Huayllay National Sanctuary – Casma District, Peru - Atlas Obscura

Huayllay National Sanctuary

A remarkable geological formation resembling a forest made of stone. 


It doesn’t get much more remote than the bottom of the sea. 75 million years ago, that’s where the unique geological features of the Huayllay Stone Forest got their start.

Some time has passed since then, but while the location of this rocky outcrop has changed relative to the seafloor, its fascinating features have only gotten more weird as glaciers scampered over it and torrential downpours and fierce winds tore through its many ruts and crevices.

Jagged rock walls, naturally sculpted stone shards that pierce the topsoil from somewhere deep below, and impassibly disjointed plateaus are just a few of the unreal formations that can be experienced here and nowhere else.

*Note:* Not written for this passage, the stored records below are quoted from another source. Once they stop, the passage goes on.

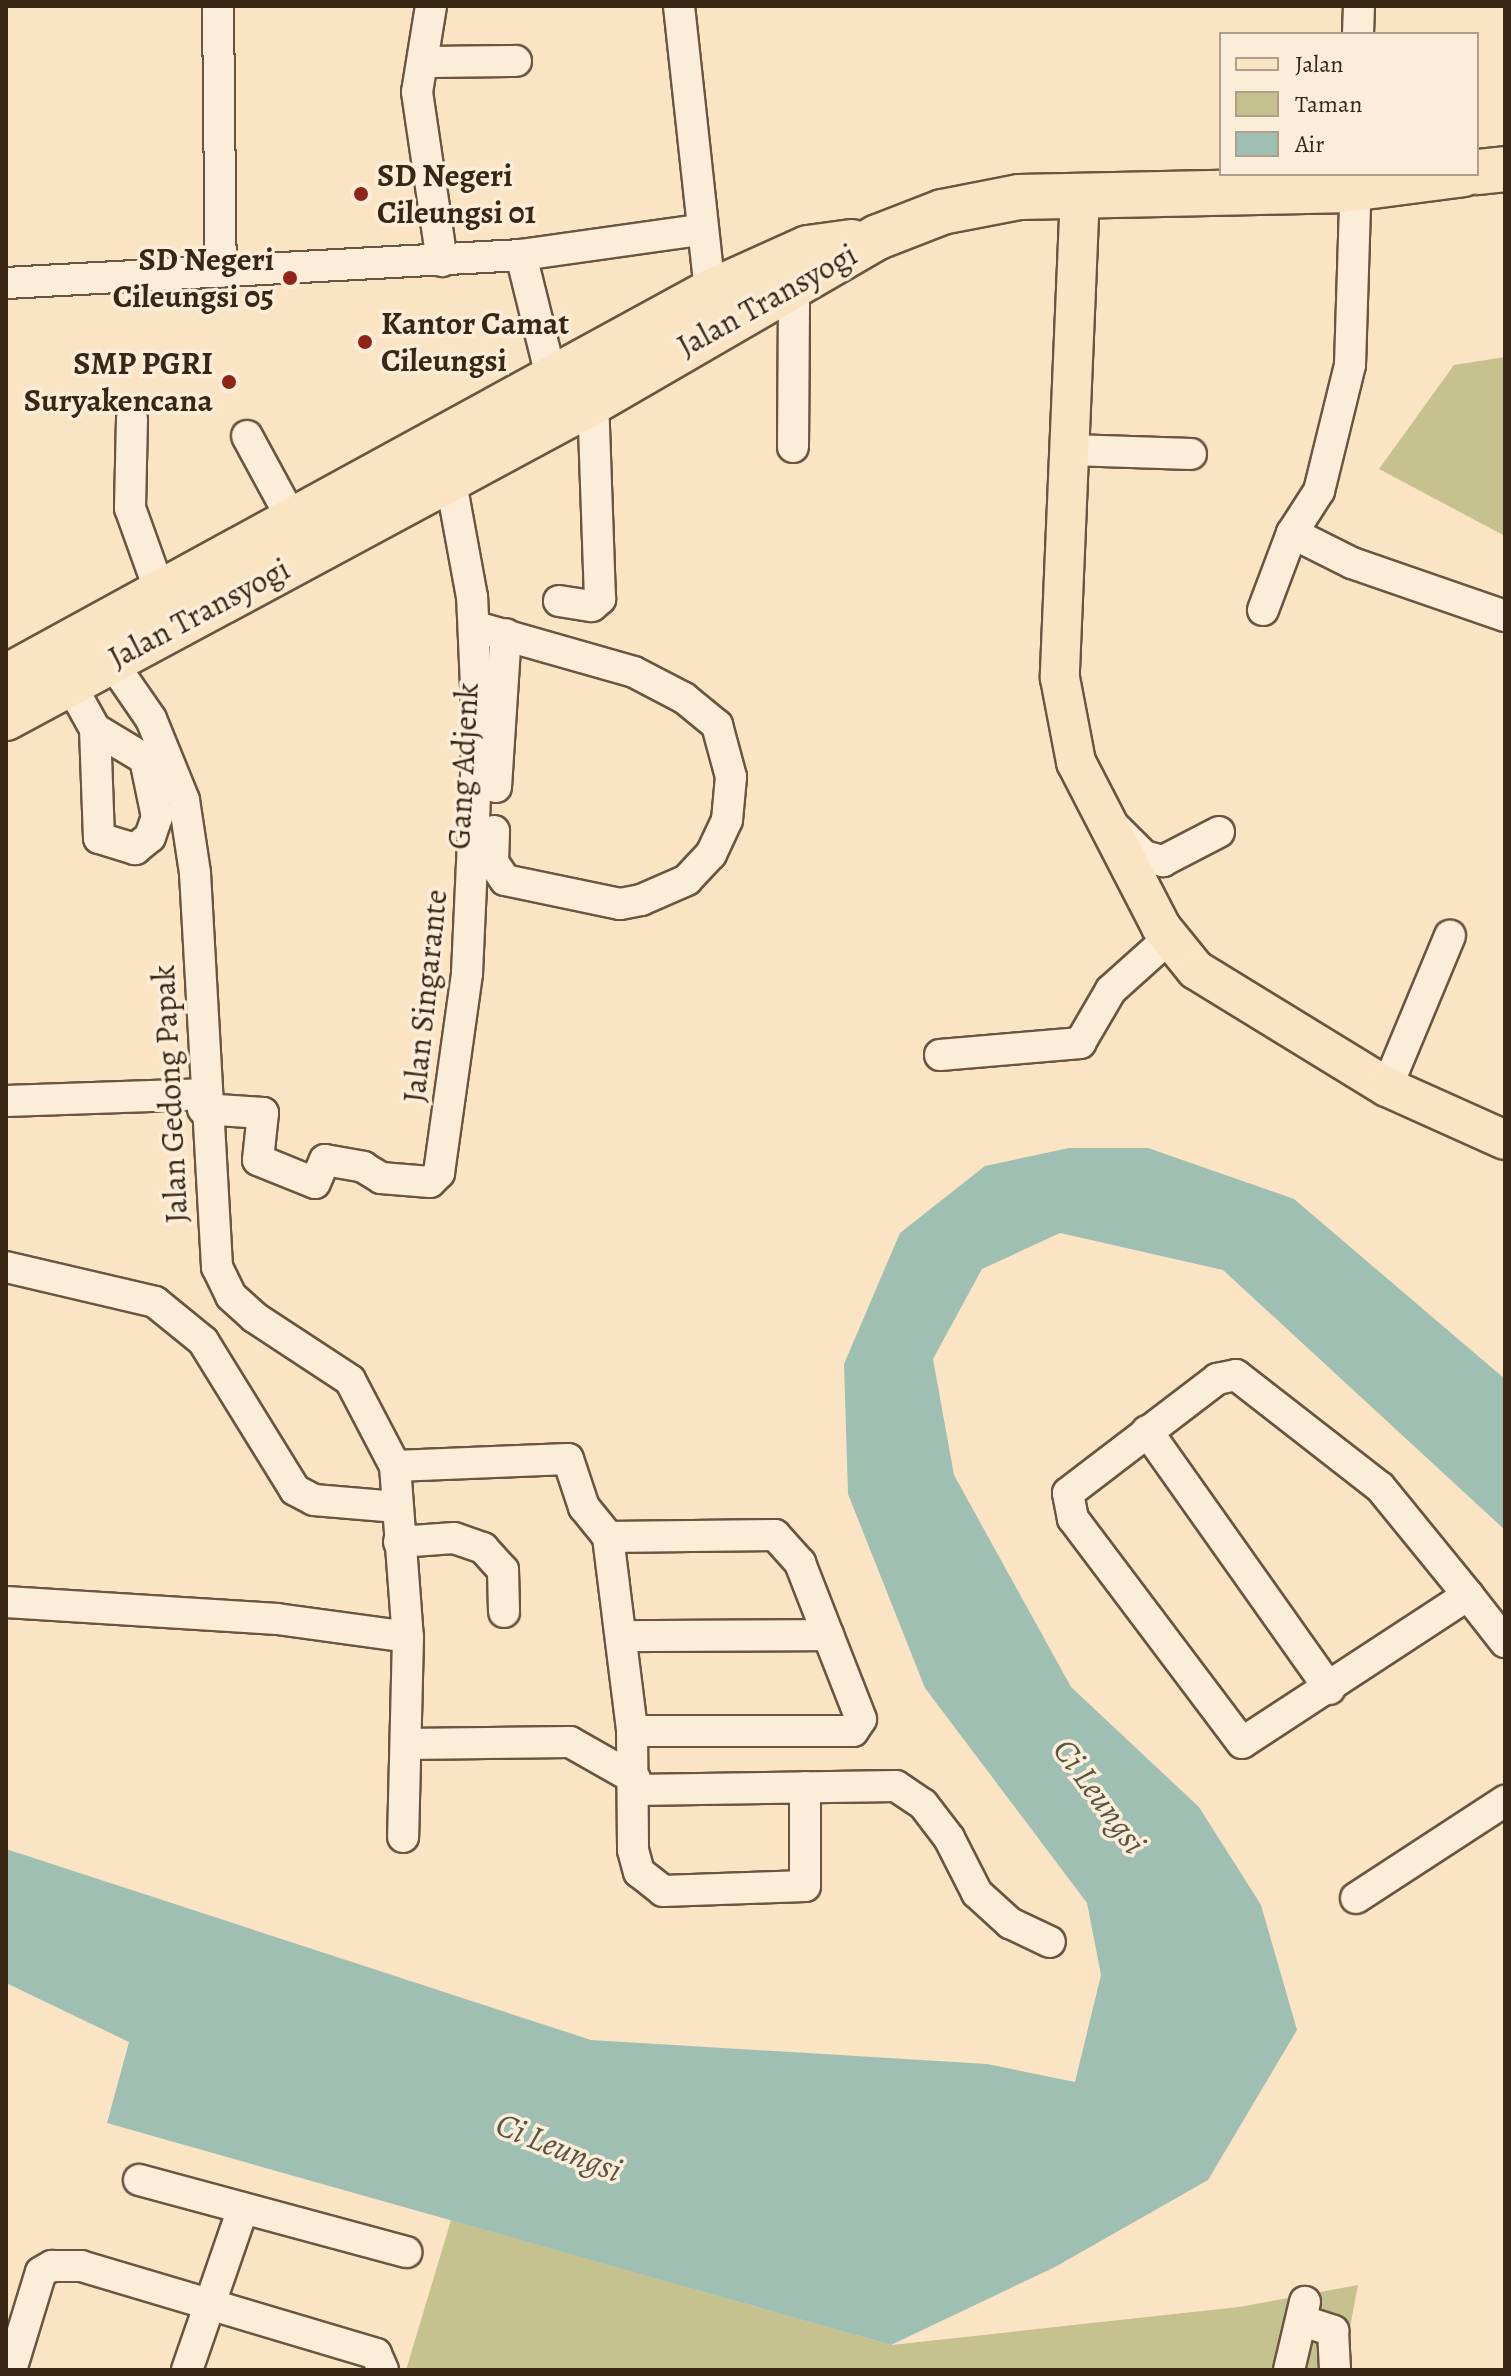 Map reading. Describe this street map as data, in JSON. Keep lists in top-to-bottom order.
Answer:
{
  "streets": {
    "highway": ["Jalan Transyogi"],
    "street": ["Gang Adjenk", "Jalan Singarante", "Jalan Gedong Papak"]
  },
  "crossings": [
    ["Jalan Transyogi", "Jalan Singarante"],
    ["Jalan Transyogi", "Jalan Gedong Papak"],
    ["Gang Adjenk", "Jalan Singarante"],
    ["Jalan Singarante", "Jalan Gedong Papak"]
  ],
  "water": ["Ci Leungsi"],
  "places": [
    "SD Negeri Cileungsi 01",
    "SD Negeri Cileungsi 05",
    "Kantor Camat Cileungsi",
    "SMP PGRI Suryakencana"
  ],
  "legend": ["Jalan", "Taman", "Air"]
} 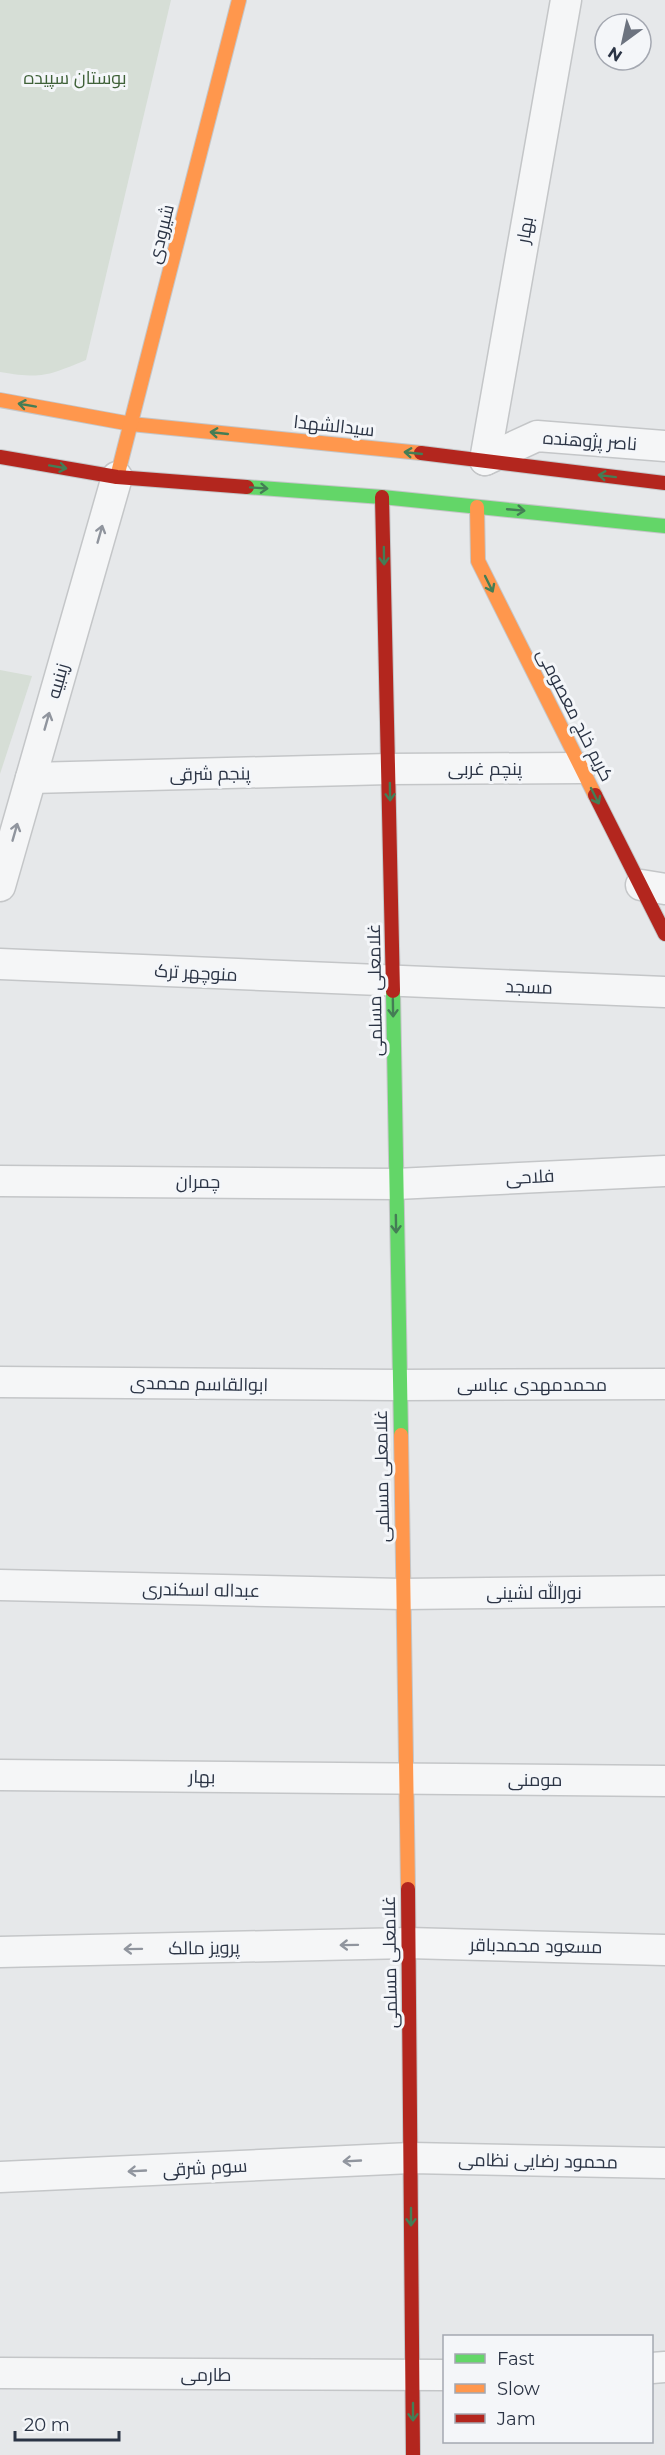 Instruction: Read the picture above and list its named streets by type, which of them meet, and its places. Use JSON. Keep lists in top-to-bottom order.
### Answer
{
  "streets": {
    "street": [
      "بهار",
      "شیرودی",
      "سیدالشهدا",
      "ناصر پژوهنده",
      "زینبیه",
      "کریم خلج معصومی",
      "پنچم غربی",
      "پنجم شرقی",
      "منوچهر ترک",
      "مسجد",
      "غلامعلی مسلمی",
      "فلاحی",
      "چمران",
      "ابوالقاسم محمدی",
      "محمدمهدی عباسی",
      "عبداله اسکندری",
      "نورالله لشینی",
      "مومنی",
      "مسعود محمدباقر",
      "پرویز مالک",
      "محمود رضایی نظامی",
      "سوم شرقی",
      "طارمی"
    ]
  },
  "crossings": [
    ["بهار", "سیدالشهدا"],
    ["بهار", "ناصر پژوهنده"],
    ["بهار", "غلامعلی مسلمی"],
    ["بهار", "مومنی"],
    ["شیرودی", "سیدالشهدا"],
    ["شیرودی", "زینبیه"],
    ["سیدالشهدا", "ناصر پژوهنده"],
    ["زینبیه", "پنجم شرقی"],
    ["کریم خلج معصومی", "پنچم غربی"],
    ["پنچم غربی", "پنجم شرقی"],
    ["پنچم غربی", "غلامعلی مسلمی"],
    ["پنجم شرقی", "غلامعلی مسلمی"],
    ["منوچهر ترک", "مسجد"],
    ["منوچهر ترک", "غلامعلی مسلمی"],
    ["مسجد", "غلامعلی مسلمی"],
    ["غلامعلی مسلمی", "فلاحی"],
    ["غلامعلی مسلمی", "چمران"],
    ["غلامعلی مسلمی", "ابوالقاسم محمدی"],
    ["غلامعلی مسلمی", "محمدمهدی عباسی"],
    ["غلامعلی مسلمی", "عبداله اسکندری"],
    ["غلامعلی مسلمی", "نورالله لشینی"],
    ["غلامعلی مسلمی", "مومنی"],
    ["غلامعلی مسلمی", "مسعود محمدباقر"],
    ["غلامعلی مسلمی", "پرویز مالک"],
    ["غلامعلی مسلمی", "محمود رضایی نظامی"],
    ["غلامعلی مسلمی", "سوم شرقی"],
    ["غلامعلی مسلمی", "طارمی"],
    ["فلاحی", "چمران"],
    ["ابوالقاسم محمدی", "محمدمهدی عباسی"],
    ["عبداله اسکندری", "نورالله لشینی"],
    ["مسعود محمدباقر", "پرویز مالک"],
    ["محمود رضایی نظامی", "سوم شرقی"]
  ],
  "one_way": [
    "زینبیه",
    "کریم خلج معصومی",
    "غلامعلی مسلمی",
    "پرویز مالک",
    "سوم شرقی"
  ],
  "parks": ["بوستان سپیده"],
  "legend": ["Fast", "Slow", "Jam"],
  "scale_bar": "20 m",
  "north": "bottom left"
}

From a slight distance, it’s easy to see where the stone forest gets its name – the densely packed, tapering rocks literally appear to be a standing forest turned to stone.

Prospective visitors will be happy to know that in the modern epoch, the Huayllay Stone Forest is well above sea level, and although still quite remote, also quite visitable with the right amount of gumption. Now part of a nature area designated and protected by the Peruvian national government under the umbrella title of Huayllay National Sanctuary, tourism has picked up by the smallest of increments, but the remote location still makes transportation and lodging hard to come by.

Put it this way: adventurers looking for something a bit more rustic than Grand Canyon-like tourist areas can expect to have the vast nature preserve entirely to themselves, or at least nearly so. Word about this remarkable location has been slow to spread, and its most frequent visitors are still the Llamas and other protected wildlife that have inhabited it for thousands of years.

The desolation and unbelievable geology of the Huayllay area can make it easy to imagine that you’re actually visiting an alien world, but one look at the prehistoric cave and rock paintings found in some areas of the park are a poignant reminder that you are, in fact, still on the same planet as the rest of us – even though you might have to look back thousands of years to find some evidence of human life.